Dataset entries
"""

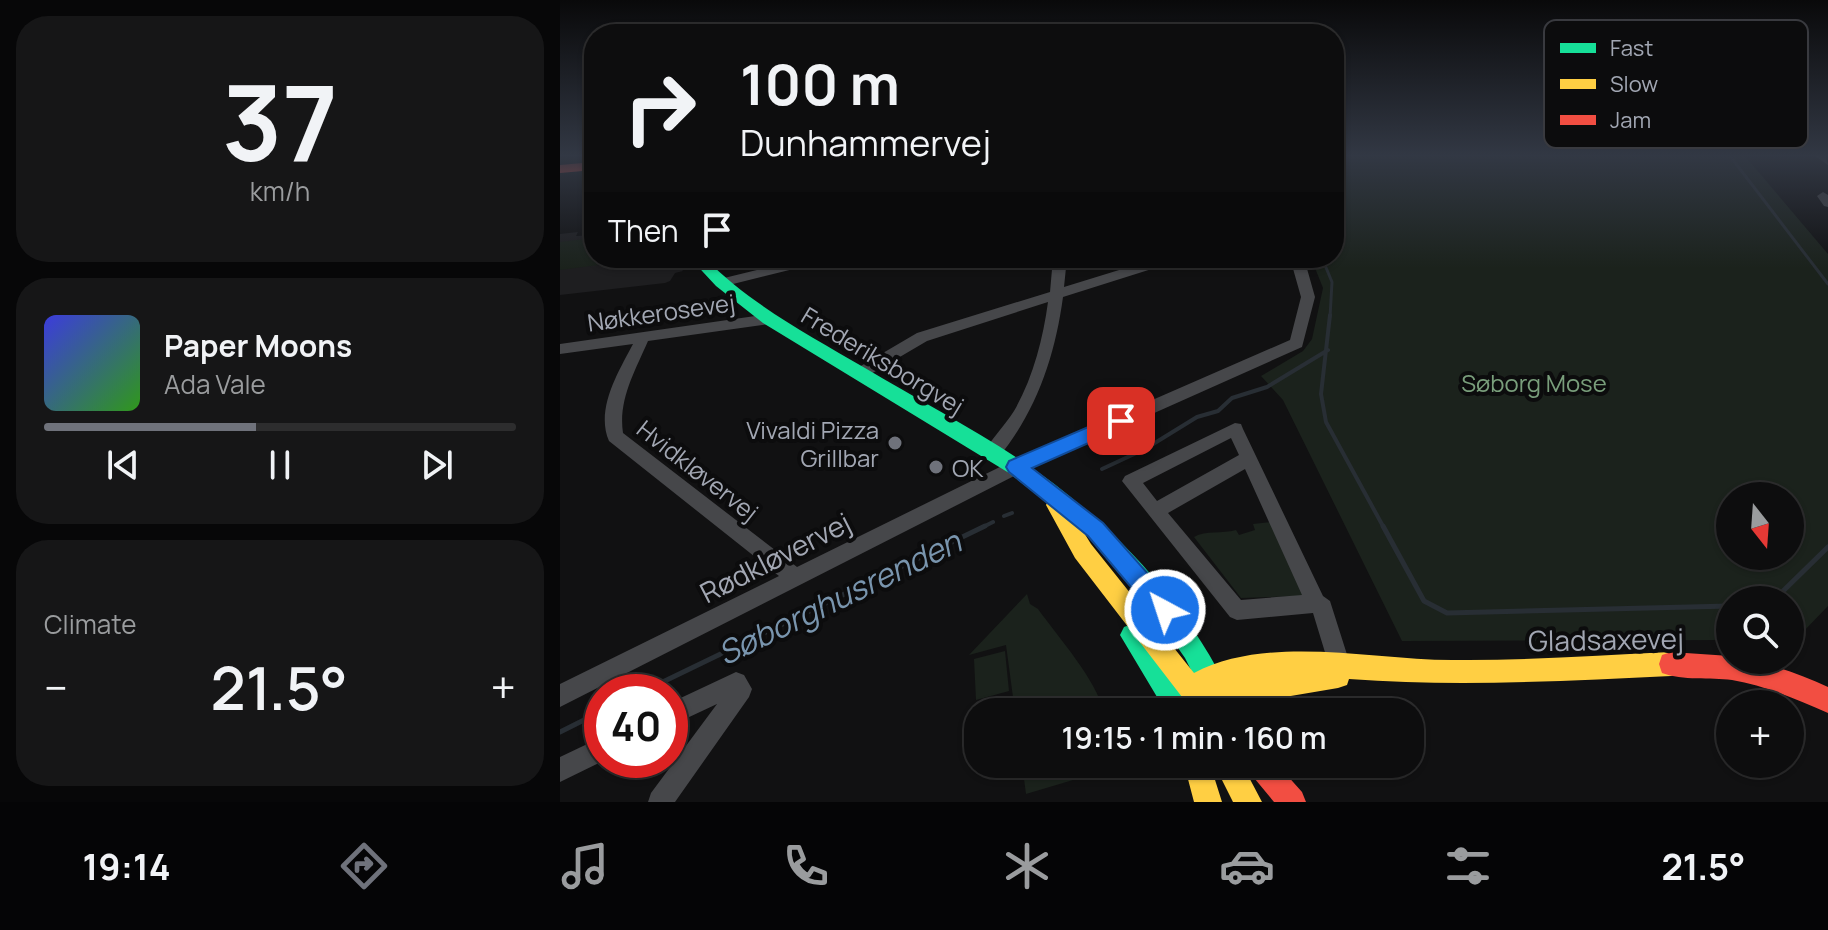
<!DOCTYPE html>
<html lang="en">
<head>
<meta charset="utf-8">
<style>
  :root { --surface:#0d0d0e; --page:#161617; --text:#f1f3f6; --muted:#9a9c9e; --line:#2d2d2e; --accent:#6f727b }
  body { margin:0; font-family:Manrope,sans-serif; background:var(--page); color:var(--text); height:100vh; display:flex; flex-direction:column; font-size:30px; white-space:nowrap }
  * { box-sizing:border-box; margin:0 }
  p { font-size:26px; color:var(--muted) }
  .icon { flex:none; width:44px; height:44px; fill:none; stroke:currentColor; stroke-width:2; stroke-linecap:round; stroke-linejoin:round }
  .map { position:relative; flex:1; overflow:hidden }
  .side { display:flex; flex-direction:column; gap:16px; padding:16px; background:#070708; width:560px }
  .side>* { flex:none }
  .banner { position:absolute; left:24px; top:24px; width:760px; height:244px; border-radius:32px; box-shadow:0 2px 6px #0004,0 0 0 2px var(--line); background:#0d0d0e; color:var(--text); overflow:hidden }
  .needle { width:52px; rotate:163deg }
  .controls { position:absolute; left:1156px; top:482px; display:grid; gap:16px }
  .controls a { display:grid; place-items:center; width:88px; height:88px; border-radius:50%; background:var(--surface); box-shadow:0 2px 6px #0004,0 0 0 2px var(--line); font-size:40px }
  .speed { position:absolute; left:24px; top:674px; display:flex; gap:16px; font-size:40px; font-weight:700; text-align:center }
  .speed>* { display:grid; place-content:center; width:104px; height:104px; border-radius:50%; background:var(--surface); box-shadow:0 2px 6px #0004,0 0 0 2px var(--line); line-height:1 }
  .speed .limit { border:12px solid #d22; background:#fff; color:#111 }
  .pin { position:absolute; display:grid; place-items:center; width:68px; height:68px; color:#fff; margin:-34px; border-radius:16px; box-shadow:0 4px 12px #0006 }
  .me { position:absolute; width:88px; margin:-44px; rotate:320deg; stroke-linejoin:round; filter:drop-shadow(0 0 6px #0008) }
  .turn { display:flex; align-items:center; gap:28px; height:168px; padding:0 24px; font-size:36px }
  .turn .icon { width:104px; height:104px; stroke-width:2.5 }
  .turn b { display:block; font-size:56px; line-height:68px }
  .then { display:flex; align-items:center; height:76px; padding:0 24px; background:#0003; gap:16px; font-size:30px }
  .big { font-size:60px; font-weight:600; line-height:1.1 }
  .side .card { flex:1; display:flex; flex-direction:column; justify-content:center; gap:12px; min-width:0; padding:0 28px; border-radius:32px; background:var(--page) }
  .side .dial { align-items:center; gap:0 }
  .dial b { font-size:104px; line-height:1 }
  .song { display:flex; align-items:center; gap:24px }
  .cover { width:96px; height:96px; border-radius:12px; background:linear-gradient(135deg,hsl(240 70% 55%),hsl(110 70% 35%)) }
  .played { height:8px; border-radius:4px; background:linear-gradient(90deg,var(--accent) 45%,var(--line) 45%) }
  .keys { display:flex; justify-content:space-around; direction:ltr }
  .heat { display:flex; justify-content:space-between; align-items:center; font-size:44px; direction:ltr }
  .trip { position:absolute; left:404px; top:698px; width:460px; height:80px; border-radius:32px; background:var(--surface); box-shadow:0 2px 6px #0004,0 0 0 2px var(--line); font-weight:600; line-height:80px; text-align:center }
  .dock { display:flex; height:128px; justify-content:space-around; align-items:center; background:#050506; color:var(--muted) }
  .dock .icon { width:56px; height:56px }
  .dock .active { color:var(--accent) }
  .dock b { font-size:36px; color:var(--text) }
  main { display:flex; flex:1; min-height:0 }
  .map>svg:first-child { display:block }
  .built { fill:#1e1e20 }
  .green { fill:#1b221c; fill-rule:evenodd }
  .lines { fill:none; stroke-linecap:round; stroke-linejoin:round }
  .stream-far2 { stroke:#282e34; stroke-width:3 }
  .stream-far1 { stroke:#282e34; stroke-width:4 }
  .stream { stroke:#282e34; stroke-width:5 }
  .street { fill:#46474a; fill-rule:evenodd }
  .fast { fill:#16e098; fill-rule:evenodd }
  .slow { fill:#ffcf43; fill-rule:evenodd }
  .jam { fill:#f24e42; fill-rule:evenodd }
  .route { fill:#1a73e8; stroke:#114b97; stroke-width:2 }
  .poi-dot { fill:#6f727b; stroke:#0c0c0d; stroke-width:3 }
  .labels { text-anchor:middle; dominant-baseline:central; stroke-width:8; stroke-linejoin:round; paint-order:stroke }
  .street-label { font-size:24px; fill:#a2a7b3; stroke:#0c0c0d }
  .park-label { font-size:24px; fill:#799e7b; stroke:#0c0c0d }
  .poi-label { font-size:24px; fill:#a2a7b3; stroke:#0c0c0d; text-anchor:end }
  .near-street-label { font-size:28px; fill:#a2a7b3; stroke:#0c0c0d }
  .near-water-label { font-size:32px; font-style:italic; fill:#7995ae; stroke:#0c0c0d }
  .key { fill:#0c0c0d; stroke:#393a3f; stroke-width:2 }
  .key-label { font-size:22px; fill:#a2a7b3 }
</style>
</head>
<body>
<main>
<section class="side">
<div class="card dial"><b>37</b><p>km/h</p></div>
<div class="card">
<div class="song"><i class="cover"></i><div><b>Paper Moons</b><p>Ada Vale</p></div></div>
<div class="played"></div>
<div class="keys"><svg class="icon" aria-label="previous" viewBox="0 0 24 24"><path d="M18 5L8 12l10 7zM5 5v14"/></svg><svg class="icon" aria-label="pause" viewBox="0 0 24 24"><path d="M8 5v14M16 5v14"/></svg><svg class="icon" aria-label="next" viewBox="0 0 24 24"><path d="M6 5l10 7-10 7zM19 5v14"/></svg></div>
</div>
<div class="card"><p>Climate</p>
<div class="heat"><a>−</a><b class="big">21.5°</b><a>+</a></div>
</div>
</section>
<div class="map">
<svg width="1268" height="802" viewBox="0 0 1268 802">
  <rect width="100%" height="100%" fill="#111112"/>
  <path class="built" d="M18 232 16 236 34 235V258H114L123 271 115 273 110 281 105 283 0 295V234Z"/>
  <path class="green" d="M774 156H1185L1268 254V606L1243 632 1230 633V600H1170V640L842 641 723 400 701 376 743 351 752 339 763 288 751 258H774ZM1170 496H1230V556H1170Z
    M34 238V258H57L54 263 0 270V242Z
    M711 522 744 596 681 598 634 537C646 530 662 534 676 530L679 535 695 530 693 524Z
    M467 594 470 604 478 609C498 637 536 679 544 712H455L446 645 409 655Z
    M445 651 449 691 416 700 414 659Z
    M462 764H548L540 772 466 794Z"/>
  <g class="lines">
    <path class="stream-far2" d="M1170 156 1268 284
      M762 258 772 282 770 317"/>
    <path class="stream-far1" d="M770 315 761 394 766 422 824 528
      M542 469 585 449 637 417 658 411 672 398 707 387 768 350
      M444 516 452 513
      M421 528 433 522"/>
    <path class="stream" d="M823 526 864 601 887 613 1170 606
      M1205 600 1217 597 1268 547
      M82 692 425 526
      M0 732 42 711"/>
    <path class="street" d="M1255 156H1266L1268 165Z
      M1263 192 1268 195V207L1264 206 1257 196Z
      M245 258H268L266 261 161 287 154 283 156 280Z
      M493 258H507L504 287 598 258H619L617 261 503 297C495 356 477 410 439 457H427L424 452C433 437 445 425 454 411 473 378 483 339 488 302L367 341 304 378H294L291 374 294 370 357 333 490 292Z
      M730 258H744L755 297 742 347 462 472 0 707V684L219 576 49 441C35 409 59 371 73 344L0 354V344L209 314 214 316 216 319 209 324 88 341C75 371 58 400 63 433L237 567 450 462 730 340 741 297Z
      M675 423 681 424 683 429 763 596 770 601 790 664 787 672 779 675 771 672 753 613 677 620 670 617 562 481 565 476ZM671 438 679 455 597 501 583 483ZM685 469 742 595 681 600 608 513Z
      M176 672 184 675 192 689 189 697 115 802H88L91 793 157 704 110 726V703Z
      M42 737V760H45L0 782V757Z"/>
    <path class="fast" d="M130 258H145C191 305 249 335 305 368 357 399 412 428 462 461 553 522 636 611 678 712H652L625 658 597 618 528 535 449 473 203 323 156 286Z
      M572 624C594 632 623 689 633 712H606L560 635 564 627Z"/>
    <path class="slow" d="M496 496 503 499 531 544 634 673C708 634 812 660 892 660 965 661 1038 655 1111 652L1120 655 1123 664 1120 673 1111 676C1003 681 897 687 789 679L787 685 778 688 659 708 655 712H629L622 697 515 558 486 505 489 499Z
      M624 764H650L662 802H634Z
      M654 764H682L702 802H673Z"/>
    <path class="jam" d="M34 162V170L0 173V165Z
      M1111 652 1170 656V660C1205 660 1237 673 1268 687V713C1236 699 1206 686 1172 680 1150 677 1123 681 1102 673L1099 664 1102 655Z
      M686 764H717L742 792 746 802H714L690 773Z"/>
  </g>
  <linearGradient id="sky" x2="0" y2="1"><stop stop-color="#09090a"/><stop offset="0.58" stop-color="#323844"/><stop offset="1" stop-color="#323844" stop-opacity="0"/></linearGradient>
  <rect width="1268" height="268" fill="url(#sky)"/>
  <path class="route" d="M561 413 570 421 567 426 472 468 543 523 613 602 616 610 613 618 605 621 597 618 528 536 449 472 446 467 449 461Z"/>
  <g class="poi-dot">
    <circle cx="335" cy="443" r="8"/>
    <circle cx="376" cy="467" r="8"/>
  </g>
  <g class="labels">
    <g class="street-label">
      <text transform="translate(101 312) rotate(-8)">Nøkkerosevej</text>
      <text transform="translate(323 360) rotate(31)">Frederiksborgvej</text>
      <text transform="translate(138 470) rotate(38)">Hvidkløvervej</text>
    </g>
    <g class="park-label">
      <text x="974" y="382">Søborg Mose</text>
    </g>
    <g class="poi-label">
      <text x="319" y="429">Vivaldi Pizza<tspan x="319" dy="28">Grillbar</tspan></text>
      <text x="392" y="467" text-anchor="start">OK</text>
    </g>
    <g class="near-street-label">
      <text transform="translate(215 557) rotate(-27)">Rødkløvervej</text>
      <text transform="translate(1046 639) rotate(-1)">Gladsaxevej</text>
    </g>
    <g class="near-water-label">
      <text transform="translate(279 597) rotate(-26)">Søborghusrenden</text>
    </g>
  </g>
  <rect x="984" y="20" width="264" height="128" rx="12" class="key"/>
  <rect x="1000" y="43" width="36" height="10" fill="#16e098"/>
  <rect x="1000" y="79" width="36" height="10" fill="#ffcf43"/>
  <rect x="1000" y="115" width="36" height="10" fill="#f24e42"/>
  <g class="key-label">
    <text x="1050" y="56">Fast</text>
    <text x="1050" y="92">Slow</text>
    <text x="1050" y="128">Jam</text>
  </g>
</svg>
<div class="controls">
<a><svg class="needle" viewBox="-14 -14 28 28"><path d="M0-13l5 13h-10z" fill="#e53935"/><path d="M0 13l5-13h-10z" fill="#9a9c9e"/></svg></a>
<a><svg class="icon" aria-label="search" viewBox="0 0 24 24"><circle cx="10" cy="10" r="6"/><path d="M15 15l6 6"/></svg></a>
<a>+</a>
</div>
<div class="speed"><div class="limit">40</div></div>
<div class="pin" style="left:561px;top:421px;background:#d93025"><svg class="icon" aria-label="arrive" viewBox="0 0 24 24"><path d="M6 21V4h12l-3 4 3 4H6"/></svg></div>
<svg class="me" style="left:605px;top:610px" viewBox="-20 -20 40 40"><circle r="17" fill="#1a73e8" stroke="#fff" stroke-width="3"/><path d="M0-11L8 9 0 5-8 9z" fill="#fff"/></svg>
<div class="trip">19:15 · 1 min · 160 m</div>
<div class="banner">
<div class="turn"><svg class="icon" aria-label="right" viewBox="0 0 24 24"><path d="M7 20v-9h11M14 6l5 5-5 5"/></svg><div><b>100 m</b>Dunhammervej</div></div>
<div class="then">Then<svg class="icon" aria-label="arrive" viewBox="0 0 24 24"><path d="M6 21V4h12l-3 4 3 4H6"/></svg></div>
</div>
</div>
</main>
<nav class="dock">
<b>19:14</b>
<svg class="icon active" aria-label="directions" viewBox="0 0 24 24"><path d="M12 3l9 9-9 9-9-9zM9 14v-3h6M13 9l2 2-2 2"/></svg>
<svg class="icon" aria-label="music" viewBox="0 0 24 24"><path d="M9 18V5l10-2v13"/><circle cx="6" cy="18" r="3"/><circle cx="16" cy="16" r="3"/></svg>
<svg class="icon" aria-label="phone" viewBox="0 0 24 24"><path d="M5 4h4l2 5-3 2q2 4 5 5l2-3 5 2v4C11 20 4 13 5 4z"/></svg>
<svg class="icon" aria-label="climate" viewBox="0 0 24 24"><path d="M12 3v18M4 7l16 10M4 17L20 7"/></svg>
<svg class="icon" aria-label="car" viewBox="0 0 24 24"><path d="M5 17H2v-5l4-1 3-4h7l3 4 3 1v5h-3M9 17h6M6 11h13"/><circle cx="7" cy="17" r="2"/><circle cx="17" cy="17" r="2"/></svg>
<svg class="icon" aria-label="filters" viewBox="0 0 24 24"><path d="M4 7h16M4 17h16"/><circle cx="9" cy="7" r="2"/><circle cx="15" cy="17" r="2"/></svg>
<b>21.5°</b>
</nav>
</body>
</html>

"""

◆ **Your task**
List each line of the entries that holds the string "keys".

◆ **Your solution**
  .keys { display:flex; justify-content:space-around; direction:ltr }
<div class="keys"><svg class="icon" aria-label="previous" viewBox="0 0 24 24"><path d="M18 5L8 12l10 7zM5 5v14"/></svg><svg class="icon" aria-label="pause" viewBox="0 0 24 24"><path d="M8 5v14M16 5v14"/></svg><svg class="icon" aria-label="next" viewBox="0 0 24 24"><path d="M6 5l10 7-10 7zM19 5v14"/></svg></div>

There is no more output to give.